Records from a dataset
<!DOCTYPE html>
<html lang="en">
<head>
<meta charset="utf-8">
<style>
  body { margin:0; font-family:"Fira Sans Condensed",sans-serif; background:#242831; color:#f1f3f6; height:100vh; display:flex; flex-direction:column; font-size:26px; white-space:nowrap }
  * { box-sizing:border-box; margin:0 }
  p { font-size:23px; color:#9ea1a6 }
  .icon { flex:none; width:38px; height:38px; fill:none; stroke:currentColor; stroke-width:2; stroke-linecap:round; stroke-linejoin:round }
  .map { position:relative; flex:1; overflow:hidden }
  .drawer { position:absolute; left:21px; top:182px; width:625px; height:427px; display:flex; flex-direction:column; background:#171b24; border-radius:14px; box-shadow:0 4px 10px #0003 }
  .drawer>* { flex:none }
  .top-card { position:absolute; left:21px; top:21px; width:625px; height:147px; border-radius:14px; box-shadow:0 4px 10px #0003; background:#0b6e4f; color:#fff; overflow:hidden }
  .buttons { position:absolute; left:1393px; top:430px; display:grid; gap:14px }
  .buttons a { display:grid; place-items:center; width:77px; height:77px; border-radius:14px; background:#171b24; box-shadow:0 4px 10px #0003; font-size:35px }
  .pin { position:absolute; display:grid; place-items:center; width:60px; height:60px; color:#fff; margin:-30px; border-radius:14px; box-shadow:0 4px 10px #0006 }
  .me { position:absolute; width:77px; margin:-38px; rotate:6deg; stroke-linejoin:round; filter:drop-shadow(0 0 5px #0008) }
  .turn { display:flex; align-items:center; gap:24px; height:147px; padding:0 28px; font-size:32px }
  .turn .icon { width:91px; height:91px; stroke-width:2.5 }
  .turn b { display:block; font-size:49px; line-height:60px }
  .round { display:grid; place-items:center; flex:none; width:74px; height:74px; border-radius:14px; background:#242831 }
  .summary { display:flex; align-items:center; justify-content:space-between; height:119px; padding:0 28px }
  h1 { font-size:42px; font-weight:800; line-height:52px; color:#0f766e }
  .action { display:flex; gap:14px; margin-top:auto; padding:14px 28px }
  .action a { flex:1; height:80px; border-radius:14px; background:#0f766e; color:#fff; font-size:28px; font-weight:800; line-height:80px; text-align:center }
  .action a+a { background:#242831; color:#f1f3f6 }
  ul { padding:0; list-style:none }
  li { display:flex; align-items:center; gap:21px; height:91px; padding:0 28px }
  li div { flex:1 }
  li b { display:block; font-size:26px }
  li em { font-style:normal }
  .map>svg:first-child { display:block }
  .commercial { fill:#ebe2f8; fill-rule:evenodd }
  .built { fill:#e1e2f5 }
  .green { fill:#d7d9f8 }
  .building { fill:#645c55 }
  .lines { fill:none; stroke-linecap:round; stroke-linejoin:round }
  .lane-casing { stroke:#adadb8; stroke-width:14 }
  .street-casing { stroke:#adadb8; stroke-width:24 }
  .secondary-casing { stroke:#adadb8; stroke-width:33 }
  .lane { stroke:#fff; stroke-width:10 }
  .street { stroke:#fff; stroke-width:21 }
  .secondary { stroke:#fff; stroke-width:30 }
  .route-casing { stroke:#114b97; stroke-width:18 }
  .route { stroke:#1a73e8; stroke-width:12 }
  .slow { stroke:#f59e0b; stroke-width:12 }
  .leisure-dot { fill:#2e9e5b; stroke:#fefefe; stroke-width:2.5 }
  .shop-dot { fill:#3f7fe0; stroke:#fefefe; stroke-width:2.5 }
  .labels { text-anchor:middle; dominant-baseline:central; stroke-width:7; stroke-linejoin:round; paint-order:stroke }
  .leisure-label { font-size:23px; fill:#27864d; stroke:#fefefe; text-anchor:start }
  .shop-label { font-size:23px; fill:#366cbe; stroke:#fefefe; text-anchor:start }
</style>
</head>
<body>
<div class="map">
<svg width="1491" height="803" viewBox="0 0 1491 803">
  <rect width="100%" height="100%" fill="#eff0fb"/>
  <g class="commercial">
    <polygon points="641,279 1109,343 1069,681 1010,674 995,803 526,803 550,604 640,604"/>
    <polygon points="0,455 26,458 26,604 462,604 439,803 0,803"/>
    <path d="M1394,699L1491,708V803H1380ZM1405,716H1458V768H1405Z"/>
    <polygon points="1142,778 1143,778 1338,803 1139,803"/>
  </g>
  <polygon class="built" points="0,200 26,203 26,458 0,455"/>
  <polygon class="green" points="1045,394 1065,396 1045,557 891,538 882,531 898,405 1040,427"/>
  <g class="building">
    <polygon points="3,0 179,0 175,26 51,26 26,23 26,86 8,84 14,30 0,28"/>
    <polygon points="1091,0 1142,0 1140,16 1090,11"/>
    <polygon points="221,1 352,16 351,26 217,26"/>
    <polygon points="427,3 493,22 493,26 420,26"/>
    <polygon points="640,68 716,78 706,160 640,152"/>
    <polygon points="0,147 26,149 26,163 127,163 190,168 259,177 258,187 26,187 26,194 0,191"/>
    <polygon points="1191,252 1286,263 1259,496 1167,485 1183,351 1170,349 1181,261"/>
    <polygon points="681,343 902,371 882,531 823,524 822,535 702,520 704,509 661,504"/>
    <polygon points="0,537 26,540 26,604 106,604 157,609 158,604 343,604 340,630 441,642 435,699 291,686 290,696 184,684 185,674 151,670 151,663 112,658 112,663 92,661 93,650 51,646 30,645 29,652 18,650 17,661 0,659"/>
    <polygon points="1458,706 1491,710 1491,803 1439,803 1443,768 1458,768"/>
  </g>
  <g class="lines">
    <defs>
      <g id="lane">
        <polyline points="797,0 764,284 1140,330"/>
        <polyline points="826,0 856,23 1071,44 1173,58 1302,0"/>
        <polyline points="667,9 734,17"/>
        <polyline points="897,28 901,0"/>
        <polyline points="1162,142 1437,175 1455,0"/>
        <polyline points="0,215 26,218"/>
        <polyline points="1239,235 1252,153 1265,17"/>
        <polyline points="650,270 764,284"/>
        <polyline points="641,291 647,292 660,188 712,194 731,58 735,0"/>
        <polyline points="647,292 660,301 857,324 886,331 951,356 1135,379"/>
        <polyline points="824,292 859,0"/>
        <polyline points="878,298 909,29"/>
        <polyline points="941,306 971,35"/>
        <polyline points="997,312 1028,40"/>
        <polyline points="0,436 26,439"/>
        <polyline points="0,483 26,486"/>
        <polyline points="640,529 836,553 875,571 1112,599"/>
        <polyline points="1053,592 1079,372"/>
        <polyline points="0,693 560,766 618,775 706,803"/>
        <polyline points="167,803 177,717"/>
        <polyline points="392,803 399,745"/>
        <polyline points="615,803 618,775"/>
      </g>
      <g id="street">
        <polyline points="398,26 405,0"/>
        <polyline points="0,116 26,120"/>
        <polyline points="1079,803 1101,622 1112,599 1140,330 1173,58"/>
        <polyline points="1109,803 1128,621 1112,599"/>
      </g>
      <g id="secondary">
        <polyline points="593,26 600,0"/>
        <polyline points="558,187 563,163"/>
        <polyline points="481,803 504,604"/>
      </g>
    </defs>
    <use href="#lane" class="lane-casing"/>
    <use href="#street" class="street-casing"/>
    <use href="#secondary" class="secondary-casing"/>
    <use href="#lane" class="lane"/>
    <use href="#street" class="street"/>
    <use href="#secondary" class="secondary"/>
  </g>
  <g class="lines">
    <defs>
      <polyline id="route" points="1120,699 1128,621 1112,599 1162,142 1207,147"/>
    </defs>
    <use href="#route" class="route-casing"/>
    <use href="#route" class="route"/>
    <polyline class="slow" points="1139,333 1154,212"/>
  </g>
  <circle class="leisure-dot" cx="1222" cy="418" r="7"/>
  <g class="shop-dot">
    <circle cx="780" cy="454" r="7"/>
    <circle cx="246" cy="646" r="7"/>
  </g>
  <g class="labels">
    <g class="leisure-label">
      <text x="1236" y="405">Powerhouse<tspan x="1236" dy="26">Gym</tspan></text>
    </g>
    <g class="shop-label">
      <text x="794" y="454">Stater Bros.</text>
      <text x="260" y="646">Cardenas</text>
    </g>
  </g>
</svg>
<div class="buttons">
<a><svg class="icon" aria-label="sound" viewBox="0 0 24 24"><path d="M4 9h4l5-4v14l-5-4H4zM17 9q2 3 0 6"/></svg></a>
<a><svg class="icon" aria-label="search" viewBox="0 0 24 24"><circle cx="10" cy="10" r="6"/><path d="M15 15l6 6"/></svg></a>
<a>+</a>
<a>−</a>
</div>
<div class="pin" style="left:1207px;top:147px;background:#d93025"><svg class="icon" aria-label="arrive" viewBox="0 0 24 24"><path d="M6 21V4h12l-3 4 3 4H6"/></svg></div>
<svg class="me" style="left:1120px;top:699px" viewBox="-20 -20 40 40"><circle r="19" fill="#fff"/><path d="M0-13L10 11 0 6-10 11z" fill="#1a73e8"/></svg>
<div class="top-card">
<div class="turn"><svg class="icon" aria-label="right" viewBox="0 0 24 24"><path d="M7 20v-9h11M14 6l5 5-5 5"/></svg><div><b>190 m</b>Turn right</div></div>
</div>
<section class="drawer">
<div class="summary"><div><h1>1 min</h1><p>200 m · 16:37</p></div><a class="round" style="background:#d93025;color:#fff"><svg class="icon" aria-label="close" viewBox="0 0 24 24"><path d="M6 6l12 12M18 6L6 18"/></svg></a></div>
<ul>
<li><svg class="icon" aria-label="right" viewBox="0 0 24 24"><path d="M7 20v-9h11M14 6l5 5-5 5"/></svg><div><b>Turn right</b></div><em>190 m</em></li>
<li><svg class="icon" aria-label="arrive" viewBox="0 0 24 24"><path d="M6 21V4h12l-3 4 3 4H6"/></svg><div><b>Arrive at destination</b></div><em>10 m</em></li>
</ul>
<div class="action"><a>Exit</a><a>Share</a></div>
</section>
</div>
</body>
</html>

#### Task brief
Provide the number of lines in the data above that contain the string "absolute", and nothing else.

#### Result
5